In our experience, the quality of the flash chip(s) integrated into memory cards varies widely. It can be anything from high-grade factory-new silicon to material with over 80% bad sectors. Those concerned about e-waste may (or may not) be pleased to know that it’s also common for vendors to use recycled flash chips salvaged from discarded parts. Larger vendors will tend to offer more consistent quality, but even the largest players staunchly reserve the right to mix and match flash chips with different controllers, yet sell the assembly as the same part number — a nightmare if you’re dealing with implementation-specific bugs.
The embedded microcontroller is typically a heavily modified 8051 or ARM CPU. In modern implementations, the microcontroller will approach 100 MHz performance levels, and also have several hardware accelerators on-die. Amazingly, the cost of adding these controllers to the device is probably on the order of $0.15-$0.30, particularly for companies that can fab both the flash memory and the controllers within the same business unit. It’s probably cheaper to add these microcontrollers than to thoroughly test and characterize each flash memory chip, which explains why managed flash devices can be cheaper per bit than raw flash chips, despite the inclusion of a microcontroller.
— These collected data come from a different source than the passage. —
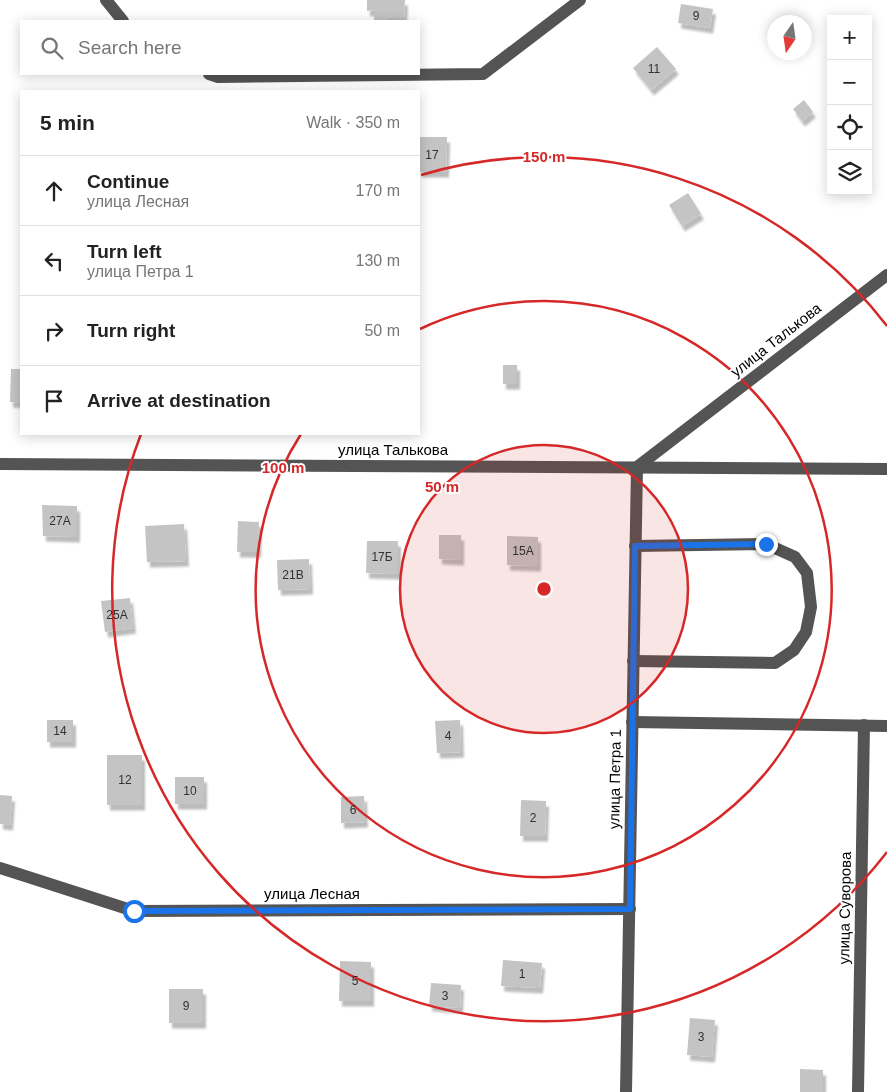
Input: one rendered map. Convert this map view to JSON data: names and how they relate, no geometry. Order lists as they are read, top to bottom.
{
  "streets": {
    "street": [
      "улица Талькова",
      "улица Петра 1",
      "улица Лесная",
      "улица Суворова"
    ]
  },
  "crossings": [
    ["улица Талькова", "улица Петра 1"],
    ["улица Петра 1", "улица Лесная"]
  ],
  "house_numbers": [
    "9",
    "11",
    "17",
    "27А",
    "15А",
    "17Б",
    "21В",
    "25А",
    "14",
    "4",
    "12",
    "10",
    "6",
    "2",
    "1",
    "5",
    "3",
    "9",
    "3"
  ],
  "north": "bottom",
  "page": {
    "map_buttons": ["+", "−"],
    "search": "Search here",
    "heading": ["5 min", "Walk · 350 m"],
    "list": [
      ["Continue", "улица Лесная", "170 m"],
      ["Turn left", "улица Петра 1", "130 m"],
      ["Turn right", "50 m"],
      "Arrive at destination"
    ]
  },
  "rings": ["150 m", "100 m", "50 m"]
}
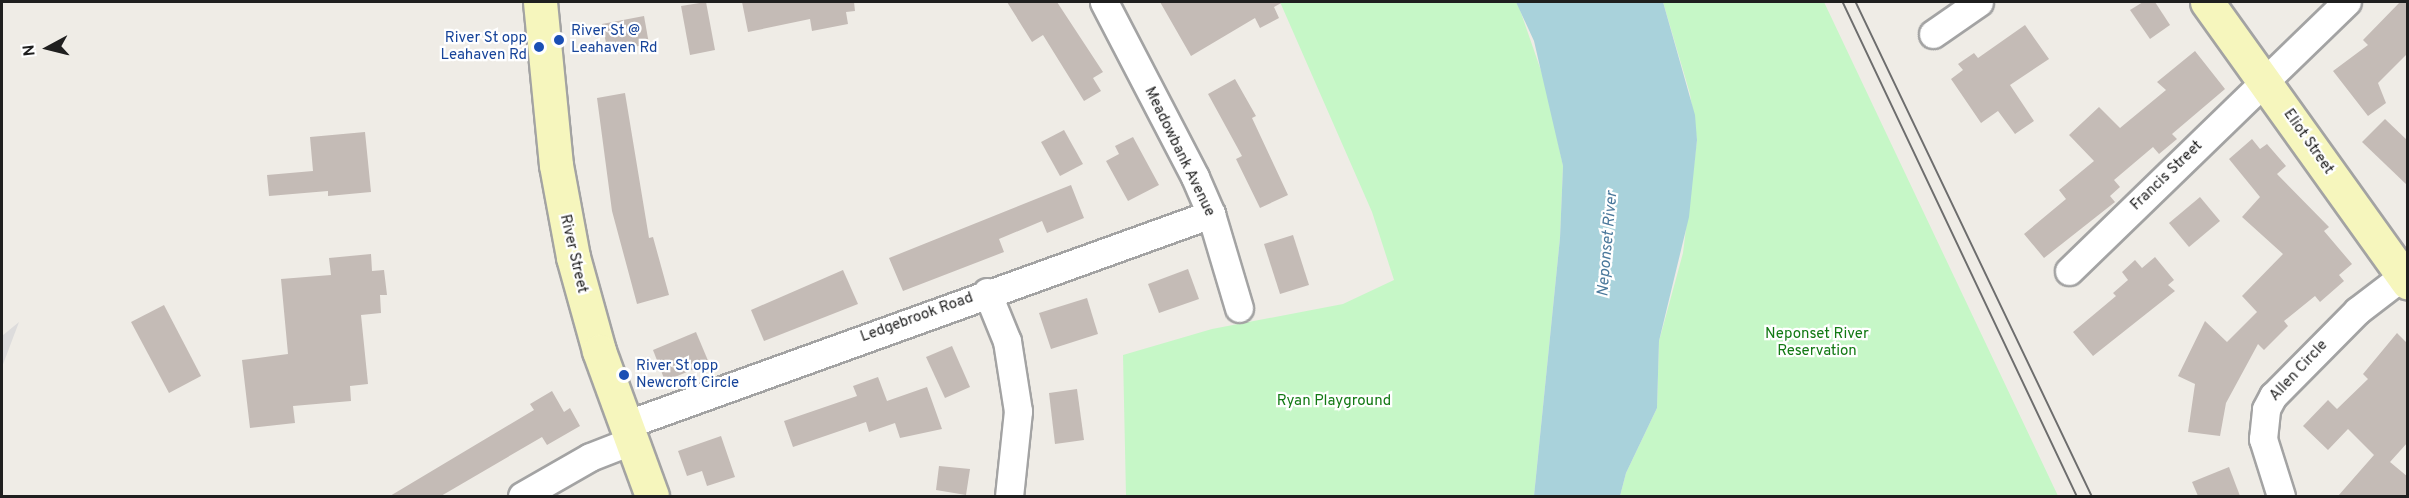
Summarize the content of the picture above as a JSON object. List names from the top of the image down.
{
  "streets": {
    "main road": ["Eliot Street", "River Street"],
    "street": [
      "Meadowbank Avenue",
      "Francis Street",
      "Ledgebrook Road",
      "Allen Circle"
    ]
  },
  "crossings": [
    ["Eliot Street", "Francis Street"],
    ["Eliot Street", "Allen Circle"],
    ["Meadowbank Avenue", "Ledgebrook Road"],
    ["River Street", "Ledgebrook Road"]
  ],
  "water": ["Neponset River"],
  "parks": ["Neponset River Reservation", "Ryan Playground"],
  "places": ["River St @ Leahaven Rd", "River St opp Leahaven Rd", "River St opp Newcroft Circle"],
  "north": "left"
}
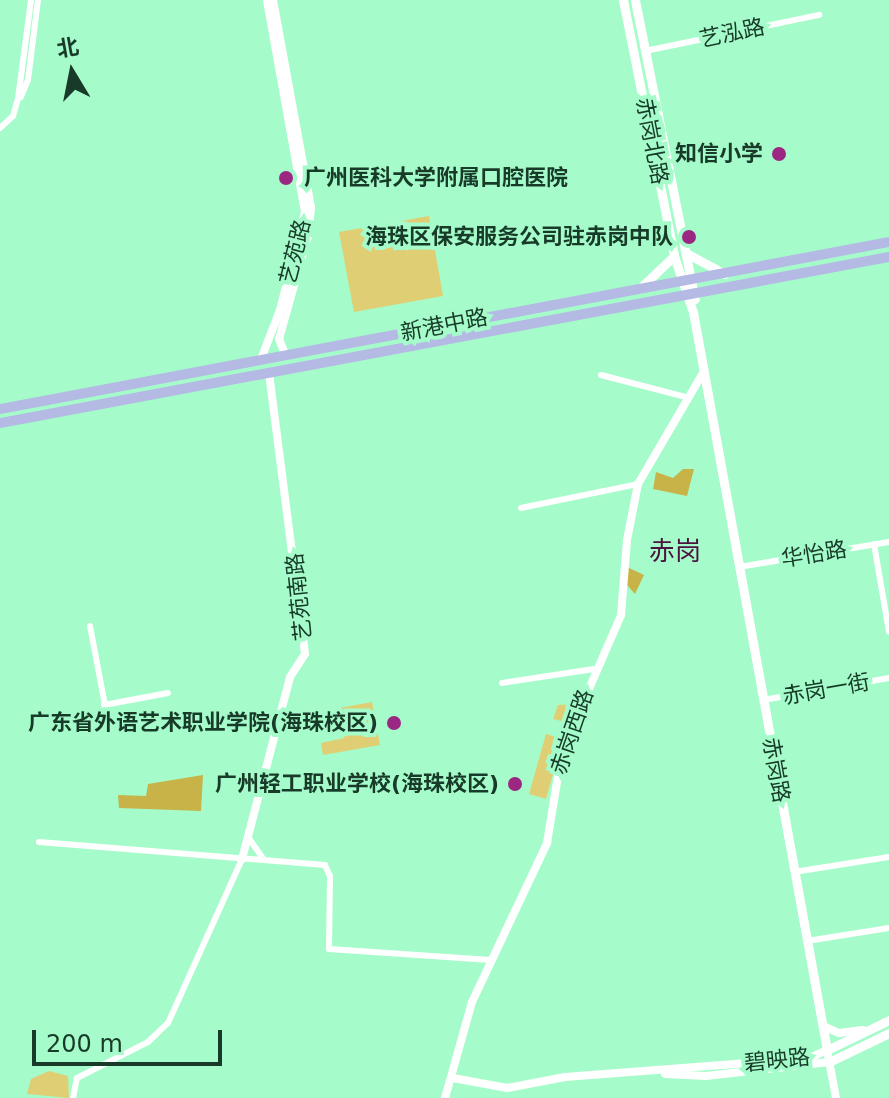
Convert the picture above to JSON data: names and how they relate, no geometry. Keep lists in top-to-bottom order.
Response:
{
  "streets": {
    "main road": [
      "赤岗北路",
      "新港中路",
      "赤岗路",
      "碧映路"
    ],
    "street": [
      "艺泓路",
      "艺苑路",
      "华怡路",
      "艺苑南路",
      "赤岗一街",
      "赤岗西路"
    ]
  },
  "crossings": [
    ["艺泓路", "赤岗北路"],
    ["赤岗北路", "新港中路"],
    ["赤岗北路", "赤岗路"],
    ["艺苑路", "新港中路"],
    ["新港中路", "艺苑南路"],
    ["新港中路", "赤岗路"],
    ["华怡路", "赤岗路"],
    ["赤岗一街", "赤岗路"],
    ["赤岗西路", "赤岗路"],
    ["赤岗西路", "碧映路"],
    ["赤岗路", "碧映路"]
  ],
  "districts": ["赤岗"],
  "places": [
    "知信小学",
    "广州医科大学附属口腔医院",
    "海珠区保安服务公司驻赤岗中队",
    "广东省外语艺术职业学院(海珠校区)",
    "广州轻工职业学校(海珠校区)"
  ],
  "scale_bar": "200 m",
  "north": "top"
}
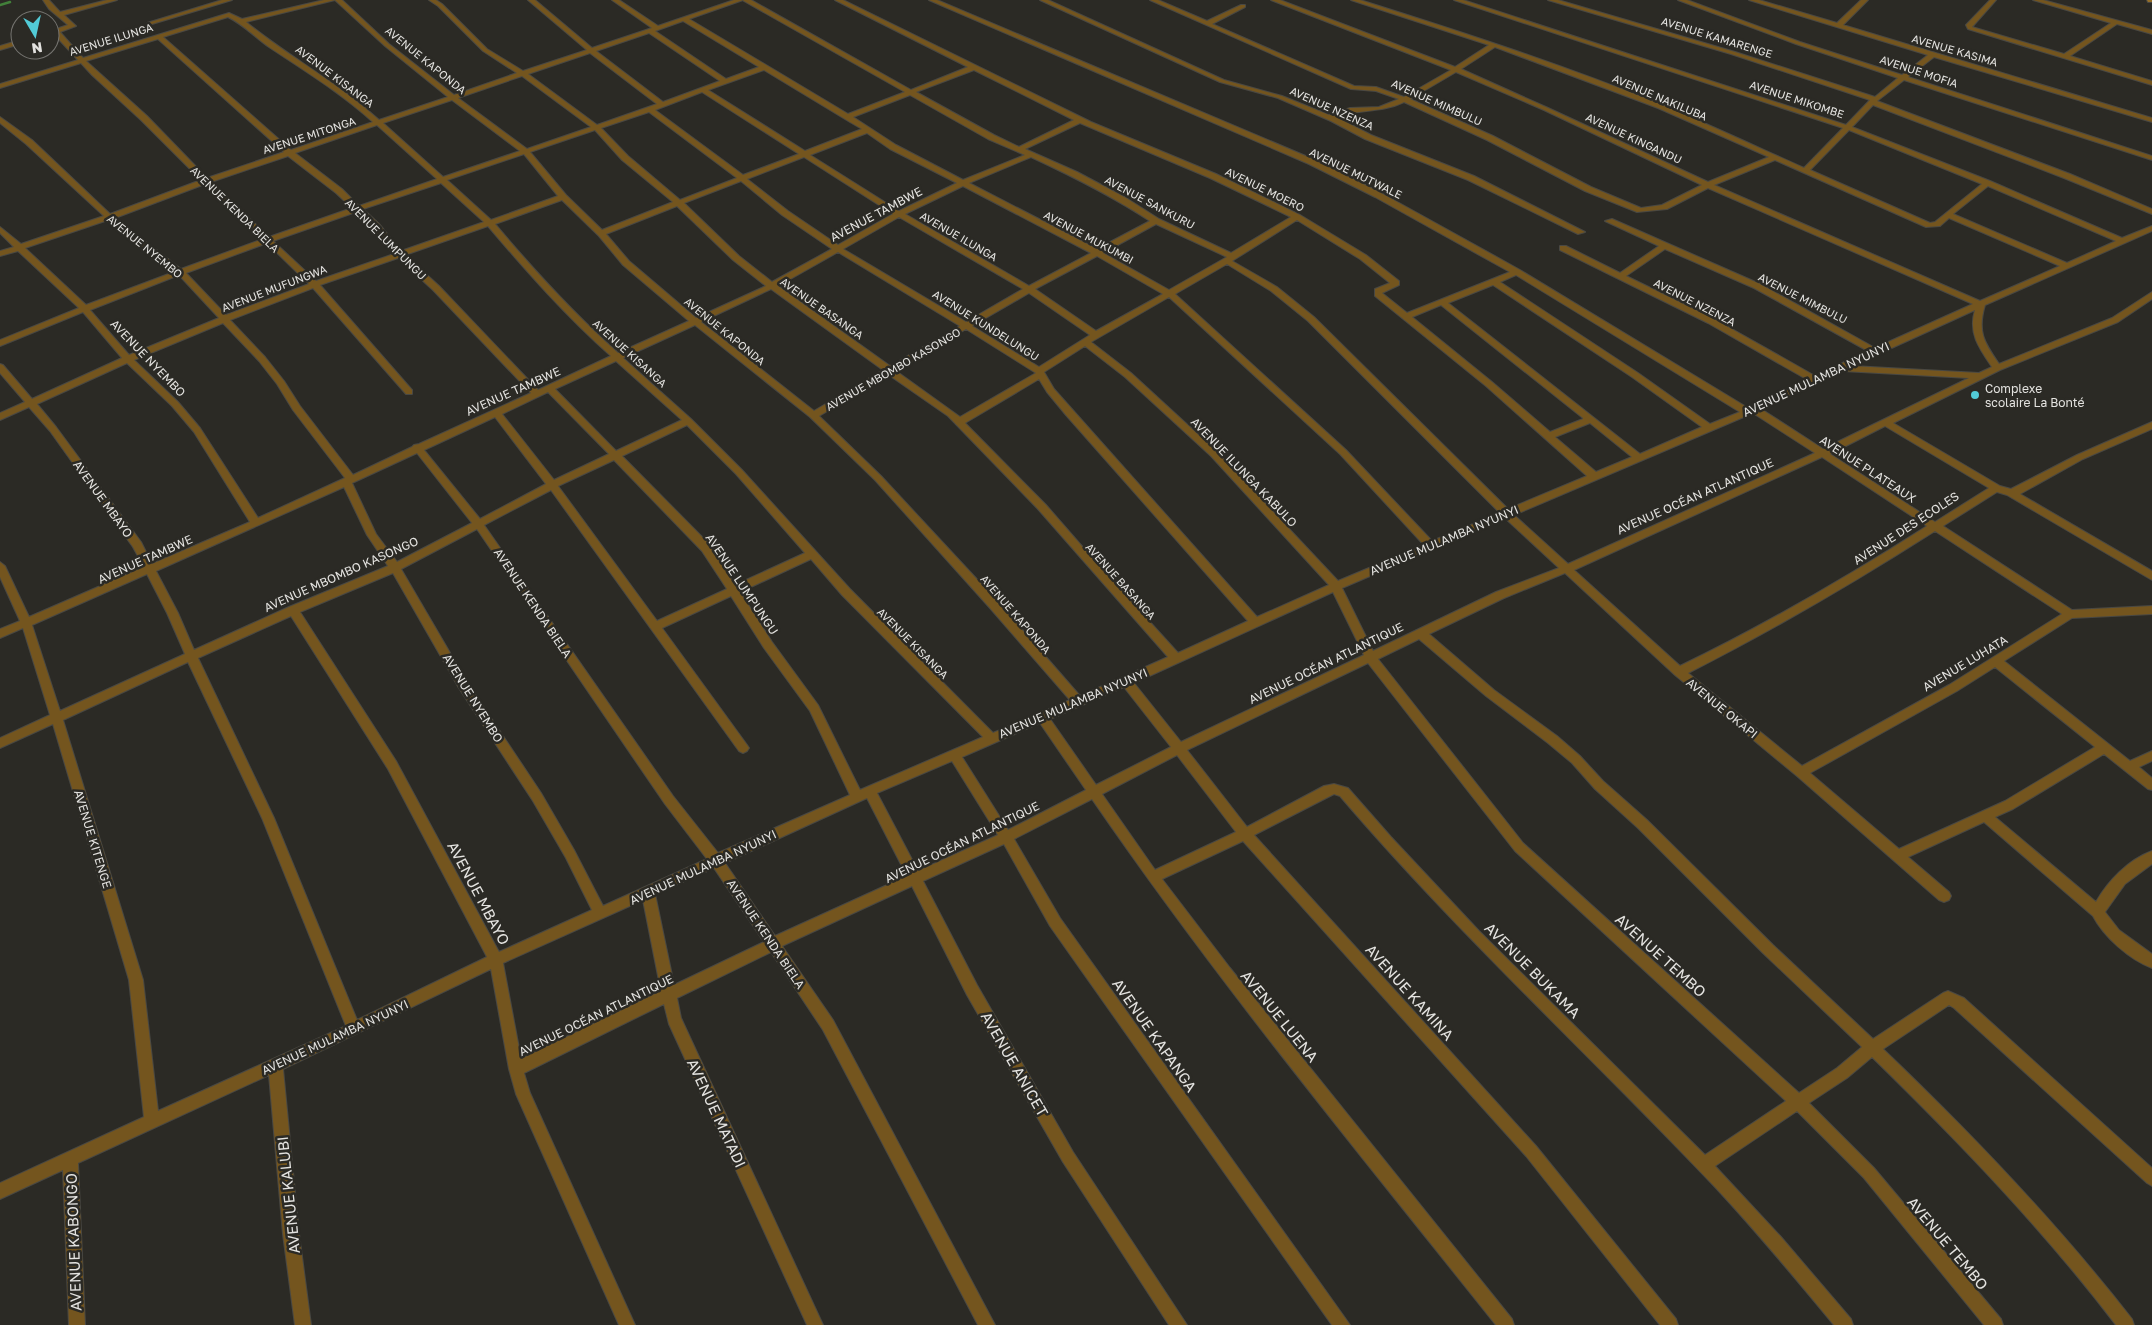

The downside of all this complexity is that there can be bugs in the hardware abstraction layer, especially since every flash implementation has unique algorithmic requirements, leading to an explosion in the number of hardware abstraction layers that a microcontroller has to potentially handle. The inevitable firmware bugs are now a reality of the flash memory business, and as a result it’s not feasible, particularly for third party controllers, to indelibly burn a static body of code into on-chip ROM.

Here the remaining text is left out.